» **EXERCISE PROMPT**: Everything except the pictures should be printed exactly as it appears in the records.
________________________________________
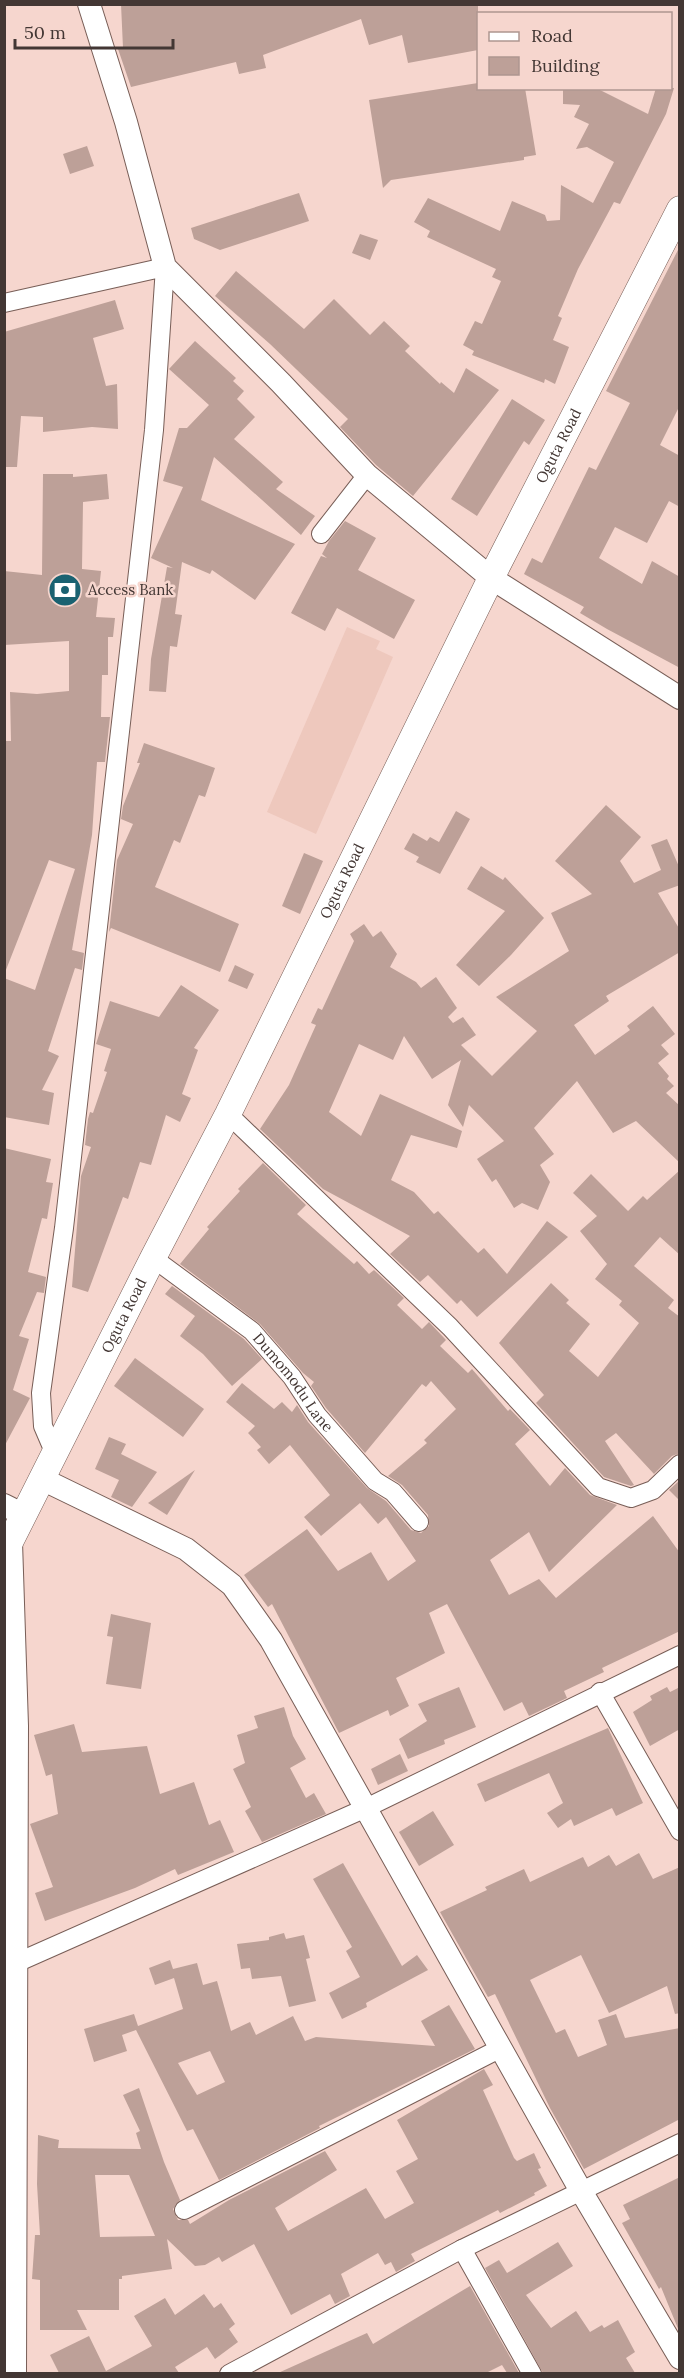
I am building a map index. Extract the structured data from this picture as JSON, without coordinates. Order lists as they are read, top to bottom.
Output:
{
  "streets": {
    "main road": ["Oguta Road"],
    "street": ["Dumomodu Lane"]
  },
  "crossings": [
    ["Oguta Road", "Dumomodu Lane"]
  ],
  "places": {
    "bank": ["Access Bank"]
  },
  "legend": ["Road", "Building"],
  "scale_bar": "50 m"
}
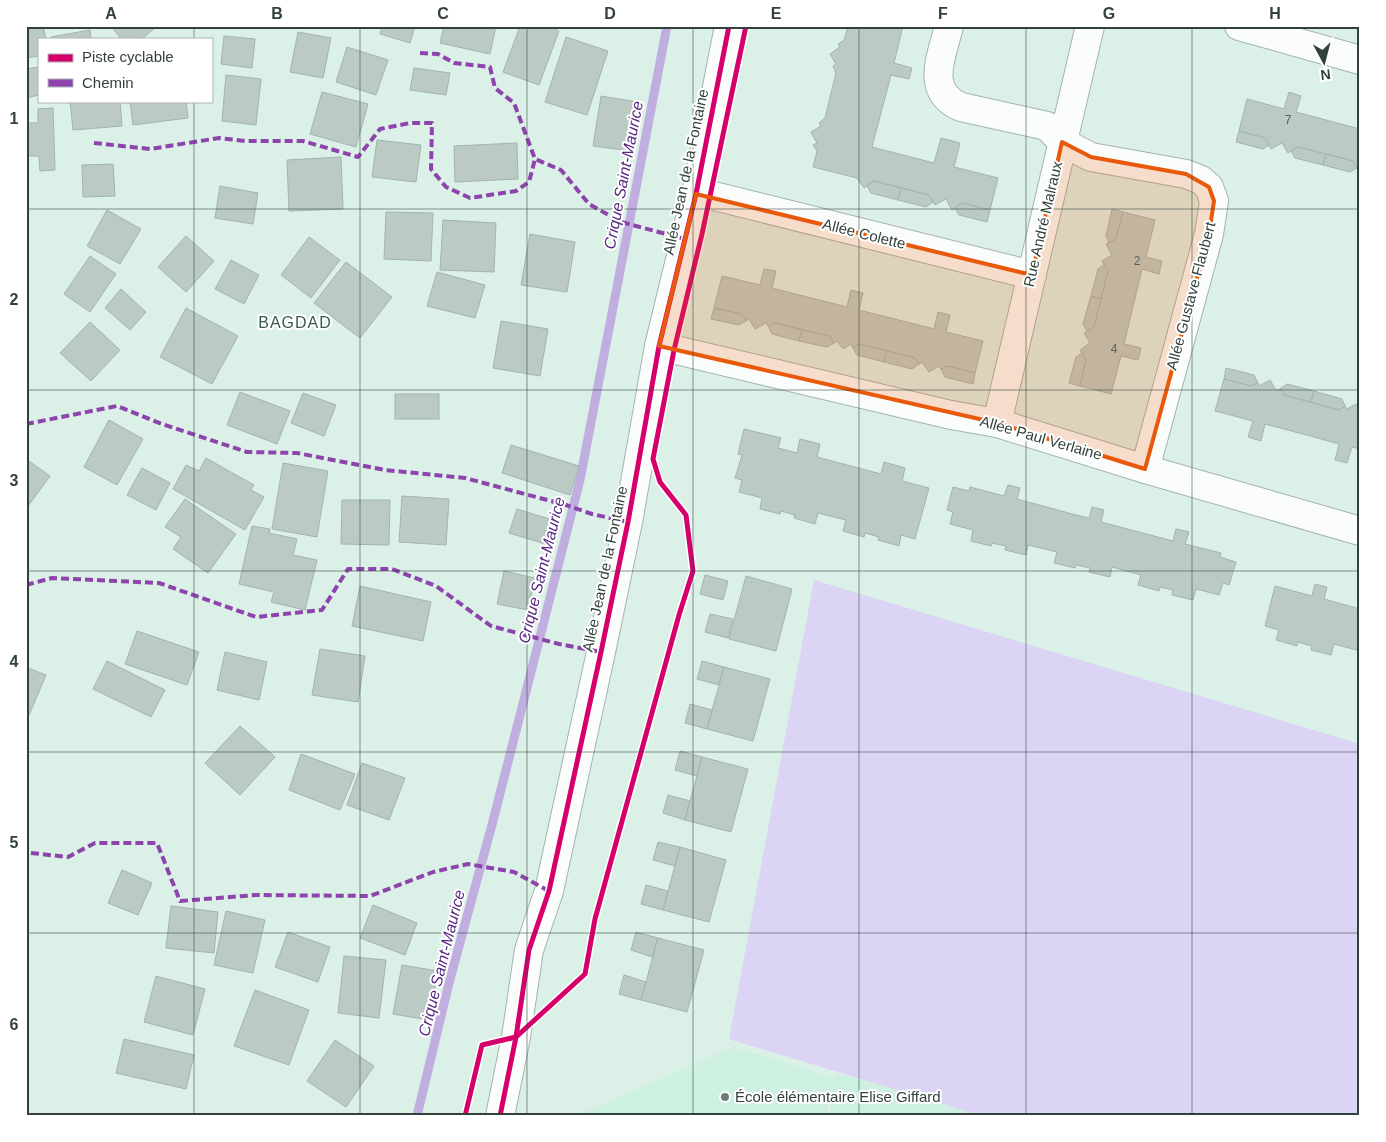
________________________________________
» **OUTPUT FOR THIS EXERCISE**:
I am building a map index. Extract the structured data from this picture as JSON, without coordinates. Order lists as they are read, top to bottom.
Output:
{
  "streets": {
    "main road": ["Oguta Road"],
    "street": ["Dumomodu Lane"]
  },
  "crossings": [
    ["Oguta Road", "Dumomodu Lane"]
  ],
  "places": {
    "bank": ["Access Bank"]
  },
  "legend": ["Road", "Building"],
  "scale_bar": "50 m"
}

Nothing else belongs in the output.